AQN reported third-quarter revenue of $624.7 million, down 6% versus its year-ago quarter and a miss by $19.22 million on consensus estimates. The company recorded adjusted EBITDA of $281.3 million, up 2% year-over-year which helped drive adjusted net earnings of $79.3 million. This was an 8% year-over-year increase on a nominal basis but at $0.11 per share was flat over the same time frame due to an expansion of AQN’s common shares. At 688,997,218 shares outstanding, the figure is up 39% over the last five years, a roughly 7.8% per year dilution rate.
Third quarter adjusted FFO, the core figure for the dividend, was $167.4 million. This was down 17% versus its year-ago period and at $0.243 per share covered the dividend by 224%. However, higher interest expenses are eating into AQN’s net income with expenses increasing by $19.2 million year-over-year to a record high of $94.2 million during the third quarter. The sale of the REG will see FFO drop with the division contributing 21% of AQN’s operating profit during the third quarter.
Critically, AQN has stated that the pending REG sale is also meant to support the current dividend which together with the substantial coverage provides a decent level of confidence that the current distribution will be maintained post-sale. It’s important to flag that AQN is mirroring its peers with this sale. Duke Energy Corporation (DUK) sold its utility-scale commercial renewables business to Brookfield Renewable Partners L.P. (BEP) for $2.8 billion in the summer of 2023. This was a 3.4 GW portfolio of solar, wind, and battery storage across the US. It implies a sales price of roughly $1.81 billion for AQN’s net generating renewables capacity. The actual sales price could be higher or lower, but I’ll continue to hold my units.

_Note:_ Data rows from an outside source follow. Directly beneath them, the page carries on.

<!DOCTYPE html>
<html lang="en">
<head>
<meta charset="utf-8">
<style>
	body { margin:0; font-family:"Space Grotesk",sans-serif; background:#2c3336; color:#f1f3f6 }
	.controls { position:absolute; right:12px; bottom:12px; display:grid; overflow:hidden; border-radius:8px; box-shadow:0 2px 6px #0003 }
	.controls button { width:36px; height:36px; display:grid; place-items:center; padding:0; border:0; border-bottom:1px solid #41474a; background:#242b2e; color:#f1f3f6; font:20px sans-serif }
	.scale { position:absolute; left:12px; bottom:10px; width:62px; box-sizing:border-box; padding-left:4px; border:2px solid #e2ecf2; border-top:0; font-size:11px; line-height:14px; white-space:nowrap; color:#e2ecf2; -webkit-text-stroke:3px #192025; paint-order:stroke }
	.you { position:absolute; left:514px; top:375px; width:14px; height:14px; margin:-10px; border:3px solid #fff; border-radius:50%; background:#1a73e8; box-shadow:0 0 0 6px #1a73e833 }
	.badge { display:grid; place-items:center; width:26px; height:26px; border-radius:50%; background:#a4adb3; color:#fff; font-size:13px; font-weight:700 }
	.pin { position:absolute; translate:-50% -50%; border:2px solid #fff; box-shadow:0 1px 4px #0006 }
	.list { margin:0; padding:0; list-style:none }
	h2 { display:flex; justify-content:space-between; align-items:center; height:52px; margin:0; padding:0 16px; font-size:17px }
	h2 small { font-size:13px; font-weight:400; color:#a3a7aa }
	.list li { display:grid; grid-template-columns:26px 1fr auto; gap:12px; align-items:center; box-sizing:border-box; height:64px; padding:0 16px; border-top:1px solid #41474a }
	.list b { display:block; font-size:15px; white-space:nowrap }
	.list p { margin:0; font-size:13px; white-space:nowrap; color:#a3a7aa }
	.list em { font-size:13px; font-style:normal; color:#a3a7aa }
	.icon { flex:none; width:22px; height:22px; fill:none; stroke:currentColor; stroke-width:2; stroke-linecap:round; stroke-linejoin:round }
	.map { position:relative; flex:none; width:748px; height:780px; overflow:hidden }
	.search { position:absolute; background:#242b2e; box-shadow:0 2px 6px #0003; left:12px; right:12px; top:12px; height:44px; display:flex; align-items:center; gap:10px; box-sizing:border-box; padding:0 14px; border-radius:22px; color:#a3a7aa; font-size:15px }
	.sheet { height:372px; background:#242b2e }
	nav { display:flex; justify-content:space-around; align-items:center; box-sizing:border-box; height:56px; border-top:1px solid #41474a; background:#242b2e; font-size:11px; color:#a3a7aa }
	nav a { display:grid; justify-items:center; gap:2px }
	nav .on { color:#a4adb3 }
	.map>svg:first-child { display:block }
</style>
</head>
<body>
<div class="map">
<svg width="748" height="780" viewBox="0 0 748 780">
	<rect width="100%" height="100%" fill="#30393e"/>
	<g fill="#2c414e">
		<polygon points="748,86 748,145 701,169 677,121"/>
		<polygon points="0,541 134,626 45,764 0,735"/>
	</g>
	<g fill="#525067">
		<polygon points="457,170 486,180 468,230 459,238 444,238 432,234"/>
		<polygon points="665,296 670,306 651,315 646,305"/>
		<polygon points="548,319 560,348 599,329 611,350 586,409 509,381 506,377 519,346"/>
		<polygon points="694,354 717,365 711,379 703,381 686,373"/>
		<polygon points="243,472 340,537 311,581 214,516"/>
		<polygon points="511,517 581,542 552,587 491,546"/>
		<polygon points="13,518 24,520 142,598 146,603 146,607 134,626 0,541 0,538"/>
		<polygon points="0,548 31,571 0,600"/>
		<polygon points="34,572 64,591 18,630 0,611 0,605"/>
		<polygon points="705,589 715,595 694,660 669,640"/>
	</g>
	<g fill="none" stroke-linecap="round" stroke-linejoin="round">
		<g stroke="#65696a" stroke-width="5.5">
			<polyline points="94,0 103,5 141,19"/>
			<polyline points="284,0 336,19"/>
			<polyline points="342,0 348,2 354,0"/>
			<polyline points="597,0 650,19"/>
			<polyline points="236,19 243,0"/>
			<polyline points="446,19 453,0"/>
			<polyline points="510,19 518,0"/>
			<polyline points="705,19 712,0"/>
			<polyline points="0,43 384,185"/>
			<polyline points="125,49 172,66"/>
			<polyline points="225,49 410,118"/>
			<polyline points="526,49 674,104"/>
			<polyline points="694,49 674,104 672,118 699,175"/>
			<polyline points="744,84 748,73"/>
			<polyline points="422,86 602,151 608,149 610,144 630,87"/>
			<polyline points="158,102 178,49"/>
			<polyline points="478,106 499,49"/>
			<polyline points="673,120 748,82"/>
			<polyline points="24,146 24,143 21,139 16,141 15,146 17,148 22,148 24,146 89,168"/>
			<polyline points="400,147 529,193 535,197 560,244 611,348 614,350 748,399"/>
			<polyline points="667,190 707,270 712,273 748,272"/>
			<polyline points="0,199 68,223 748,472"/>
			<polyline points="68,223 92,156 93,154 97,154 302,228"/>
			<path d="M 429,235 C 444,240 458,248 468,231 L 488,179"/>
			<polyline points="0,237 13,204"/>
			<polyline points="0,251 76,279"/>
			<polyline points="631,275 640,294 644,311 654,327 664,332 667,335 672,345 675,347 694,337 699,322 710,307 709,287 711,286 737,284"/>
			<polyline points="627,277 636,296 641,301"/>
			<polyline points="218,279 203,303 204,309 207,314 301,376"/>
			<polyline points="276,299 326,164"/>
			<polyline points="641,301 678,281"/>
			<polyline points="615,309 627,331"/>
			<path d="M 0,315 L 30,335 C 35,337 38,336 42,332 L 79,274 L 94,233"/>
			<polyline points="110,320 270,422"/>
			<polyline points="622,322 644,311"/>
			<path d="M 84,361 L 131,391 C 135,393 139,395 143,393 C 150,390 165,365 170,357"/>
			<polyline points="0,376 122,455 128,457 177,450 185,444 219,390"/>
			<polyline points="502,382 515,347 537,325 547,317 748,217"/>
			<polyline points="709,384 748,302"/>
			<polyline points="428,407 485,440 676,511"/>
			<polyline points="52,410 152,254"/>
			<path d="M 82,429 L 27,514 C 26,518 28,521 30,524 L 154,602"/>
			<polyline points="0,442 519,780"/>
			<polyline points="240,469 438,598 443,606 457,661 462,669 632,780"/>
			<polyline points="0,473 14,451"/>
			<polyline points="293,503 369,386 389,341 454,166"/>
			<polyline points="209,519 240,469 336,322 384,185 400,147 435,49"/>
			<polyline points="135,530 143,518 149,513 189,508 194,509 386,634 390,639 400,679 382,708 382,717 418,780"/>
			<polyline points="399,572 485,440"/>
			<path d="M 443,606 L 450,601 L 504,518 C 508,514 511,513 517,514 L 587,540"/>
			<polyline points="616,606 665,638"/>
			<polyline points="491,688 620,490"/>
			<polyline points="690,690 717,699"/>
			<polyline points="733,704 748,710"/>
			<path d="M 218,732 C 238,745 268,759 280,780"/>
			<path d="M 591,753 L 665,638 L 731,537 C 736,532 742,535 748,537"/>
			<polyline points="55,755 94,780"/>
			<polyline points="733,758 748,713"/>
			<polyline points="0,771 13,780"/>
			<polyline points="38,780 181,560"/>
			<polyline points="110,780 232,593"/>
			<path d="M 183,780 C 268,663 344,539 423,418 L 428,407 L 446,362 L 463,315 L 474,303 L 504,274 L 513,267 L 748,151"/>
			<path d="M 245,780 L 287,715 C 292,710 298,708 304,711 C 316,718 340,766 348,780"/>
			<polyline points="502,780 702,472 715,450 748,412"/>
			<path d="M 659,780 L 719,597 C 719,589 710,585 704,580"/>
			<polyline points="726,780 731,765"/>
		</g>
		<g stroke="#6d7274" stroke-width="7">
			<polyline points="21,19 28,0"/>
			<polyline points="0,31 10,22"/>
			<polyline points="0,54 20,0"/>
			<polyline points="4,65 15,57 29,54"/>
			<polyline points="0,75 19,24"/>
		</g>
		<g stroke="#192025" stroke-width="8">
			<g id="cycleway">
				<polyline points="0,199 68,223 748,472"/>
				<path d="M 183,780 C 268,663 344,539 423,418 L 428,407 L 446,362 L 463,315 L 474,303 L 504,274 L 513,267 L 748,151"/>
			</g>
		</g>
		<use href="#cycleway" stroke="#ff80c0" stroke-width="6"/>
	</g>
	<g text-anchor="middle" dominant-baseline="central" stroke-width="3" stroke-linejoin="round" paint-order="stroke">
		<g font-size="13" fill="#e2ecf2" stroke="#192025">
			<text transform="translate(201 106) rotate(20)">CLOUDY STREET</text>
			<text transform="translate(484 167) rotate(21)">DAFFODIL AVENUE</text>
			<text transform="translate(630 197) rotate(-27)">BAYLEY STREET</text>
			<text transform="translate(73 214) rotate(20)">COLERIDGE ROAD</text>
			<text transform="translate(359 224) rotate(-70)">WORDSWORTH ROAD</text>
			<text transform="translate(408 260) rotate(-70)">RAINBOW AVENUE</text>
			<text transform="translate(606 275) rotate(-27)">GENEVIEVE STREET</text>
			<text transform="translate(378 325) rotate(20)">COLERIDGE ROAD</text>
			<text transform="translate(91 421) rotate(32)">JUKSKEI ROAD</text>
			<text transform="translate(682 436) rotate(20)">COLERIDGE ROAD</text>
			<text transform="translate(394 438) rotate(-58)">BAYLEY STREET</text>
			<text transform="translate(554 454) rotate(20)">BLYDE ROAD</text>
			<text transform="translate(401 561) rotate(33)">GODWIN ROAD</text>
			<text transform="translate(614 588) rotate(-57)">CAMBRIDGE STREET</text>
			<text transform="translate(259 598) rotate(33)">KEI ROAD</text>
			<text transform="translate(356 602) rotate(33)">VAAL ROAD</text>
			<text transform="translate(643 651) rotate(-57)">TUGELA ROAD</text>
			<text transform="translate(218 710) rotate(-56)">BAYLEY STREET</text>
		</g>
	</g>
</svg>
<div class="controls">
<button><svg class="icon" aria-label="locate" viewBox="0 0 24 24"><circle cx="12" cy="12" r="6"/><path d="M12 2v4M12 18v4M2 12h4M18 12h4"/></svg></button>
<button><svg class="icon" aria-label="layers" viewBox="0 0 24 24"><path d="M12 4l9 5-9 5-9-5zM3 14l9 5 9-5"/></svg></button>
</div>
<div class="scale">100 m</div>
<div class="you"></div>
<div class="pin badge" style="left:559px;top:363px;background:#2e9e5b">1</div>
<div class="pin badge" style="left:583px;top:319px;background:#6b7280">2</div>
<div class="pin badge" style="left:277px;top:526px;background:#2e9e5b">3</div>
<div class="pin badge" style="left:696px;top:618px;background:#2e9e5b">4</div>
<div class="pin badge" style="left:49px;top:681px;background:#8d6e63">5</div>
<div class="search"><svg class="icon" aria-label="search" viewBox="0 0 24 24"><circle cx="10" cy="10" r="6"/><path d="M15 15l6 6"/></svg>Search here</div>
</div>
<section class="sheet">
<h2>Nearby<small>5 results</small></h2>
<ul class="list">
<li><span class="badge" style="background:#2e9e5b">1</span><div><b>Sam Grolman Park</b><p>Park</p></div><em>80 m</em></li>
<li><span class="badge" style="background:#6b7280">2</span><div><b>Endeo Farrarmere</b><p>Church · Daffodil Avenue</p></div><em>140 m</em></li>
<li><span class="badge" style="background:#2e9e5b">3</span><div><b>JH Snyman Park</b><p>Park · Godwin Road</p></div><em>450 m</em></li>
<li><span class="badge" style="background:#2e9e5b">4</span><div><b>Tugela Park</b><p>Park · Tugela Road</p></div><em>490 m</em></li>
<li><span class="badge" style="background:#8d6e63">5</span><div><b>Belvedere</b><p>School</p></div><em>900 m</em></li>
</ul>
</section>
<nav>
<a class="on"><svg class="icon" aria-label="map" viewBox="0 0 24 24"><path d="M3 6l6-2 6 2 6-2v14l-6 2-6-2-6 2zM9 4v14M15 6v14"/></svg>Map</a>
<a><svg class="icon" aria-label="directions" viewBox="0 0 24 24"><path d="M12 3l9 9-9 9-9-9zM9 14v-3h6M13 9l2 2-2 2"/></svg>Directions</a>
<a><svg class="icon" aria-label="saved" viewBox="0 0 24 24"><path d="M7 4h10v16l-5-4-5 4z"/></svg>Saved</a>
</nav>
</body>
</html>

Analyst’s Disclosure: I/we have a beneficial long position in the shares of AY, AQNU, CWEN.A either through stock ownership, options, or other derivatives. I wrote this article myself, and it expresses my own opinions. I am not receiving compensation for it (other than from Seeking Alpha). I have no business relationship with any company whose stock is mentioned in this article.